NEW ZEALAND MEDICAL ASSOCIATION MEDIA RELEASE
FROM: Dr Don Simmers, Deputy Chair NZMA
DATE: Thursday, 30 November 2006
SUBJECT: Study exposes rural general practice finances
Rural general practice services need to be funded at realistic levels otherwise New Zealanders from small towns and
rural areas will miss out, says the New Zealand Medical Association, in response to a study published in the latest New
Zealand Medical Journal.
The research, by New Zealand’s first professor of general practice, Campbell Murdoch, showed that GPs in rural New
Zealand are earning less than the minimum wage providing after-hours and maternity services.
“The NZMA has continued to press the Minister and Ministry of Health to improve working conditions in rural areas, but
they seems oblivious to the harsh economic realities of providing these essential services in rural areas,” said NZMA
Deputy Chair Dr Don Simmers, spokesman on rural and maternity issues.

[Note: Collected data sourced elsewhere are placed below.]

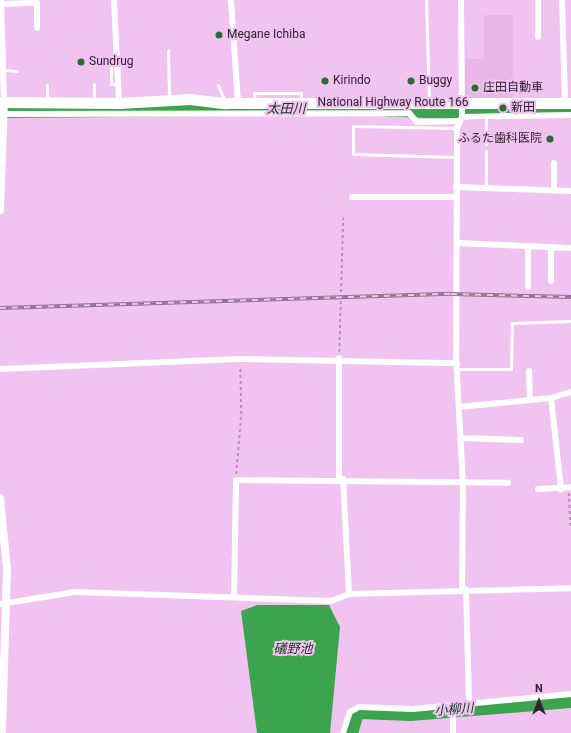 <!DOCTYPE html>
<html>
<head>
<meta charset="utf-8">
<style>
  body { margin:0 }
  #map { position:relative; width:571px; height:733px; overflow:hidden; background:#f0c3f0; font-family:Roboto,"Noto Sans JP",sans-serif }
  div>[style] { position:absolute }
  .built>* { inset:0; background:#e9b6e8 }
  .water>* { inset:0; background:#3ca44e }
  .river>* { height:13px; margin:-6.5px; padding:0 6.5px; transform-origin:6.5px; border-radius:6.5px; background:#3ca44e }
  .path>* { height:1.5px; margin-top:-0.75px; transform-origin:0; background:repeating-linear-gradient(90deg,#b490b4 0 3px,transparent 0 6px) }
  .service>* { height:3px; margin:-1.5px; padding:0 1.5px; transform-origin:1.5px; border-radius:1.5px; background:#fff }
  .minor>* { height:6px; margin:-3px; padding:0 3px; transform-origin:3px; border-radius:3px; background:#fff }
  .tertiary>* { height:8px; margin:-4px; padding:0 4px; transform-origin:4px; border-radius:4px; background:#fff }
  .trunk>* { height:11px; margin:-5.5px; padding:0 5.5px; transform-origin:5.5px; border-radius:5.5px; background:#fff }
  .rail>* { height:3.5px; margin-top:-1.75px; transform-origin:0; background:repeating-linear-gradient(90deg,#f0c3f0 0 6px,#917291 0 12px); box-sizing:border-box; border-block:1px solid #917291 }
  .dots>* { width:11px; height:11px; translate:-50% -50%; box-sizing:border-box; border:2px solid #f0c3f0; border-radius:50% }
  span { translate:-50% -50%; white-space:nowrap; text-align:center; line-height:1.15; -webkit-text-stroke:4px #f0c3f0; paint-order:stroke }
  .poi-label { font-size:12px; color:#322132 }
  .left { translate:0 -50%; text-align:left }
  .right { translate:-100% -50%; text-align:right }
  .street-label { font-size:12px; color:#322132 }
  .water-label { font-size:13px; color:#103917; font-style:italic }
  .north { position:absolute; left:519px; top:681px; width:40px; height:40px; -webkit-text-stroke:3px #f0c3f0; paint-order:stroke; rotate:0deg; font-size:11px; font-weight:700; line-height:16px; text-align:center; color:#322132 }
  .north::after { content:''; display:block; margin:auto; width:14px; height:18px; background:#322132; clip-path:polygon(50% 0,100% 100%,50% 72%,0 100%) }
</style>
</head>
<body>
<div id="map">
  <div class="built">
    <i style="clip-path:polygon(484px 15px,513px 15px,514px 100px,465px 100px,465px 59px,484px 59px)"></i>
  </div>
  <div class="water">
    <i style="clip-path:polygon(257px 605px,329px 605px,340px 627px,330px 733px,257px 733px,241px 611px)"></i>
  </div>
  <div class="river">
    <i style="left:6px;top:111px;width:349px;rotate:-0.5deg"></i>
    <i style="left:355px;top:108px;width:118px;rotate:2.4deg"></i>
    <i style="left:473px;top:113px;width:98px;rotate:-2.3deg"></i>
    <i style="left:351px;top:733px;width:19px;rotate:-74deg"></i>
    <i style="left:356px;top:715px;width:5px;rotate:-37deg"></i>
    <i style="left:360px;top:712px;width:50px;rotate:2.3deg"></i>
    <i style="left:410px;top:714px;width:162px;rotate:-4.6deg"></i>
  </div>
  <div class="path">
    <i style="left:339px;top:352px;width:134px;rotate:-88.3deg"></i>
    <i style="left:236px;top:474px;width:60px;rotate:-85.2deg"></i>
    <i style="left:241px;top:414px;width:48px;rotate:-91.2deg"></i>
    <i style="left:569px;top:493px;width:36px;rotate:87deg"></i>
  </div>
  <div class="service">
    <i style="left:426px;top:0;width:100px;rotate:88.3deg"></i>
    <i style="left:168px;top:50px;width:48px;rotate:88.8deg"></i>
    <i style="left:111px;top:63px;width:21px;rotate:90deg"></i>
    <i style="left:111px;top:84px;width:7px"></i>
    <i style="left:4px;top:70px;width:13px;rotate:4deg"></i>
    <i style="left:94px;top:84px;width:17px;rotate:90deg"></i>
    <i style="left:47px;top:85px;width:15px;rotate:90deg"></i>
    <i style="left:218px;top:85px;width:16px;rotate:68deg"></i>
    <i style="left:255px;top:102px;width:9px;rotate:-96deg"></i>
    <i style="left:254px;top:93px;width:47px"></i>
    <i style="left:301px;top:93px;width:8px;rotate:90deg"></i>
    <i style="left:486px;top:117px;width:27px;rotate:90deg"></i>
    <i style="left:486px;top:151px;width:37px;rotate:90deg"></i>
    <i style="left:456px;top:157px;width:103px;rotate:-178.3deg"></i>
    <i style="left:353px;top:154px;width:28px;rotate:-90deg"></i>
    <i style="left:353px;top:126px;width:104px;rotate:1.1deg"></i>
    <i style="left:458px;top:369px;width:53px"></i>
    <i style="left:511px;top:369px;width:46px;rotate:-88.8deg"></i>
    <i style="left:512px;top:323px;width:59px;rotate:-1.9deg"></i>
  </div>
  <div class="minor">
    <i style="left:1px;top:0;width:102px;rotate:88.3deg"></i>
    <i style="left:114px;top:0;width:103px;rotate:87.2deg"></i>
    <i style="left:231px;top:0;width:102px;rotate:86.1deg"></i>
    <i style="left:461px;top:0;width:117px;rotate:89.5deg"></i>
    <i style="left:462px;top:117px;width:12px;rotate:114deg"></i>
    <i style="left:457px;top:128px;width:230px;rotate:90.2deg"></i>
    <i style="left:456px;top:358px;width:125px;rotate:86.8deg"></i>
    <i style="left:463px;top:483px;width:106px;rotate:90.5deg"></i>
    <i style="left:538px;top:0;width:37px;rotate:90deg"></i>
    <i style="left:562px;top:0;width:104px;rotate:88.3deg"></i>
    <i style="left:1px;top:4px;width:36px;rotate:-2deg"></i>
    <i style="left:37px;top:3px;width:25px;rotate:90deg"></i>
    <i style="left:0;top:114px;width:409px;rotate:-0.1deg"></i>
    <i style="left:409px;top:113px;width:12px;rotate:48deg"></i>
    <i style="left:417px;top:122px;width:43px;rotate:-1.3deg"></i>
    <i style="left:462px;top:117px;width:109px;rotate:-1.1deg"></i>
    <i style="left:456px;top:187px;width:115px;rotate:2deg"></i>
    <i style="left:554px;top:191px;width:28px;rotate:-90deg"></i>
    <i style="left:352px;top:197px;width:104px"></i>
    <i style="left:457px;top:243px;width:114px;rotate:2.5deg"></i>
    <i style="left:551px;top:248px;width:33px;rotate:90deg"></i>
    <i style="left:528px;top:287px;width:40px;rotate:-90deg"></i>
    <i style="left:339px;top:358px;width:121px;rotate:90deg"></i>
    <i style="left:0;top:369px;width:239px;rotate:-2.4deg"></i>
    <i style="left:239px;top:359px;width:218px;rotate:1.1deg"></i>
    <i style="left:529px;top:371px;width:28px;rotate:88deg"></i>
    <i style="left:551px;top:398px;width:92px;rotate:83.7deg"></i>
    <i style="left:459px;top:407px;width:92px;rotate:-5.6deg"></i>
    <i style="left:551px;top:398px;width:21px;rotate:-17deg"></i>
    <i style="left:461px;top:438px;width:60px;rotate:1.9deg"></i>
    <i style="left:343px;top:479px;width:115px;rotate:87deg"></i>
    <i style="left:538px;top:489px;width:33px;rotate:-3deg"></i>
    <i style="left:466px;top:589px;width:114px;rotate:88.5deg"></i>
    <i style="left:234px;top:597px;width:117px;rotate:-89deg"></i>
    <i style="left:236px;top:480px;width:272px;rotate:0.6deg"></i>
    <i style="left:0;top:604px;width:76px;rotate:-9.1deg"></i>
    <i style="left:75px;top:592px;width:256px;rotate:2deg"></i>
    <i style="left:331px;top:601px;width:19px;rotate:-21deg"></i>
    <i style="left:349px;top:594px;width:222px;rotate:-1.5deg"></i>
    <i style="left:453px;top:705px;width:28px;rotate:90deg"></i>
    <i style="left:343px;top:733px;width:22px;rotate:-72deg"></i>
    <i style="left:350px;top:712px;width:10px;rotate:-29deg"></i>
    <i style="left:359px;top:707px;width:54px;rotate:2.1deg"></i>
    <i style="left:413px;top:709px;width:159px;rotate:-5.4deg"></i>
  </div>
  <div class="tertiary">
    <i style="left:0;top:210px;width:108px;rotate:-87.9deg"></i>
    <i style="left:0;top:498px;width:72px;rotate:84.4deg"></i>
    <i style="left:7px;top:570px;width:163px;rotate:91.8deg"></i>
  </div>
  <div class="trunk">
    <i style="left:0;top:102px;width:119px;rotate:0.5deg"></i>
    <i style="left:119px;top:103px;width:71px;rotate:-3.2deg"></i>
    <i style="left:190px;top:99px;width:35px;rotate:7deg"></i>
    <i style="left:225px;top:103px;width:346px"></i>
  </div>
  <div class="rail">
    <i style="left:0;top:308px;width:451px;rotate:-1.8deg"></i>
    <i style="left:451px;top:294px;width:120px;rotate:1.4deg"></i>
  </div>
  <div class="dots">
    <i style="left:219px;top:35px;background:#2a6a34"></i>
    <i style="left:81px;top:62px;background:#2a6a34"></i>
    <i style="left:325px;top:81px;background:#2a6a34"></i>
    <i style="left:411px;top:81px;background:#2a6a34"></i>
    <i style="left:475px;top:88px;background:#2a6a34"></i>
    <i style="left:503px;top:108px;background:#2a6a34"></i>
    <i style="left:550px;top:139px;background:#2a6a34"></i>
  </div>
  <div class="poi-label">
    <span class="left" style="left:227px;top:35px">Megane Ichiba</span>
    <span class="left" style="left:89px;top:62px">Sundrug</span>
    <span class="left" style="left:333px;top:81px">Kirindo</span>
    <span class="left" style="left:419px;top:81px">Buggy</span>
    <span class="left" style="left:483px;top:88px">庄田自動車</span>
    <span class="left" style="left:511px;top:108px">新田</span>
    <span class="right" style="left:542px;top:139px">ふるた歯科医院</span>
  </div>
  <div class="street-label">
    <span style="left:393px;top:103px">National Highway Route 166</span>
  </div>
  <div class="water-label">
    <span style="left:286px;top:109px">太田川</span>
    <span style="left:293px;top:649px">礒野池</span>
    <span style="left:454px;top:710px;rotate:-4deg">小柳川</span>
  </div>
  <div class="north">N</div>
</div>
</body>
</html>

Professor Murdoch’s study explores the various ways in which a typical small town rural general practice generates its
income. His study was based on the Winton Medical Centre in central Southland.
For the provision of all after-hours care the medical centre generated an average hourly income of just $11.43. For
providing care after midnight the income dropped to a meagre $1.35 per hour. Annual income received for delivering
primary maternity services to a practice population of 6320, including income generated from a local primary care
birthing unit, totalled less than $40,000.
“As the paper points out, with the withdrawal of GPs from doing maternity care, it is little wonder that many small
towns throughout New Zealand now have no access to locally based maternity services as this annual income is grossly
inadequate for the minimum of three LMC midwives that would be required to provide a 365 day service,” commented Dr
Simmers.
The study was carried out during the 1999/2000 financial year. With the introduction of the Primary Health Care Strategy
there have been significant improvements to the funding of primary care.
“Unfortunately, this strategy has made very little difference to the provision of after-hours medical care and maternity
services in provincial and rural New Zealand,” Dr Simmers concluded.